From: Markus Kern (markus-kernat_private)
Date: Fri Mar 07 2003 - 07:05:22 PST

  • Next message: Alex Lambert: "Re: Fwd: Kazaa file corruption"

    Blue Boar <BlueBoarat_private> wrote:
    
    > I had been under the impression that Kazaa DID use checksums, just that it
    > had some sort of bug, or was trusting the peers, or something.  I thought
    > that was what the temp filename was.  (I wouldn't mind someone pointing me
    > to any good info about the protocol.)
    
    The best source for information about the FastTrack protocol are the
    old giFT sources (http://www.giftproject.org, they now use their own
    protocol, get old sources from cvs).
    
    Since this is pretty old (September 2001) Kazaa may use a different
    method for checksumming now but I'll describe how it worked back then.
    
    First it does a MD5 hash of the first 307200 bytes (300K) of the file.
    This is the same thing napster did IIRC.
    
    Second it takes 307200 byte chunks from the file and passes them to a
    algorithm that produces a 4 byte hash using a hardcoded table.

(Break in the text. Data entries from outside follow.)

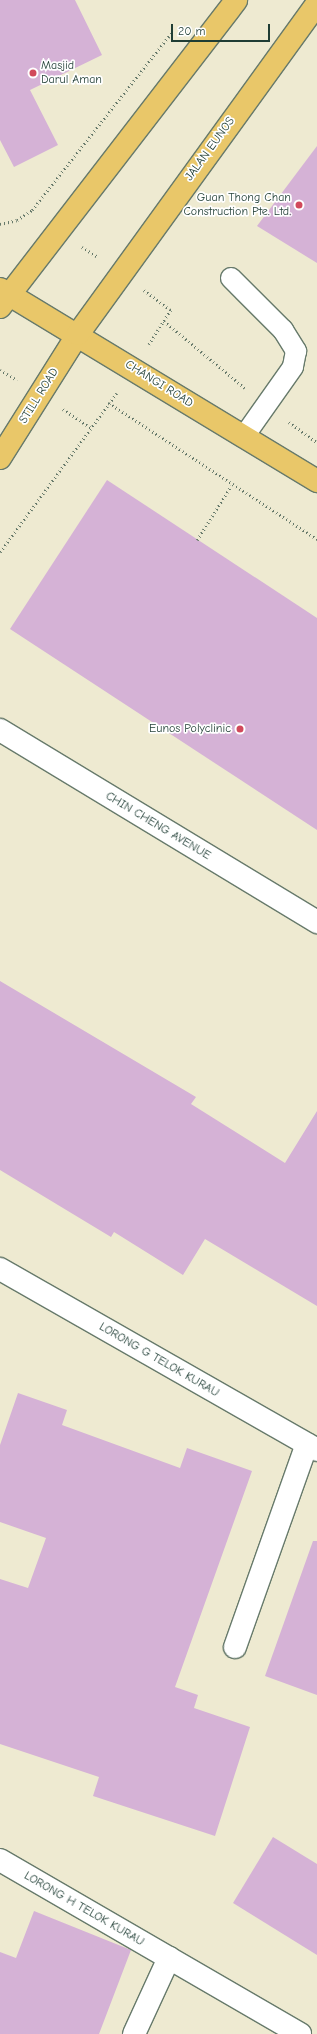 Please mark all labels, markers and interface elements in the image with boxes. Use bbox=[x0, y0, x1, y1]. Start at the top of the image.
scale bar bbox=[173, 16, 272, 42]
text: 20 m bbox=[178, 24, 206, 38]
place label: Masjid Darul Aman bbox=[41, 59, 102, 87]
marker: Masjid Darul Aman bbox=[28, 68, 38, 78]
street label: JALAN EUNOS bbox=[182, 114, 238, 184]
place label: Guan Thong Chan Construction Pte. Ltd. bbox=[183, 191, 291, 219]
marker: Guan Thong Chan Construction Pte. Ltd. bbox=[294, 200, 304, 210]
street label: CHANGI ROAD bbox=[122, 357, 196, 411]
street label: STILL ROAD bbox=[16, 365, 62, 427]
place label: Eunos Polyclinic bbox=[149, 722, 231, 736]
marker: Eunos Polyclinic bbox=[234, 723, 246, 735]
street label: CHIN CHENG AVENUE bbox=[103, 789, 213, 863]
street label: LORONG G TELOK KURAU bbox=[96, 1320, 222, 1400]
street label: LORONG H TELOK KURAU bbox=[21, 1869, 147, 1949]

    The first chunk is taken from file offset 0x100000 (1M) and then the
    offset is shifted left by 1 bit for the next chunk, etc.
    
    The MD5 hash and the 4 byte hash are concatenated to form a 20 byte
    file id which is used to distinguish files on the network (and group
    search results, for example).
    
    Naturally this method is not cryptographically secure and my guess
    is that it was choosen for performance reasons.
    
    For downloading a file a third hash with a length of 2 bytes is used.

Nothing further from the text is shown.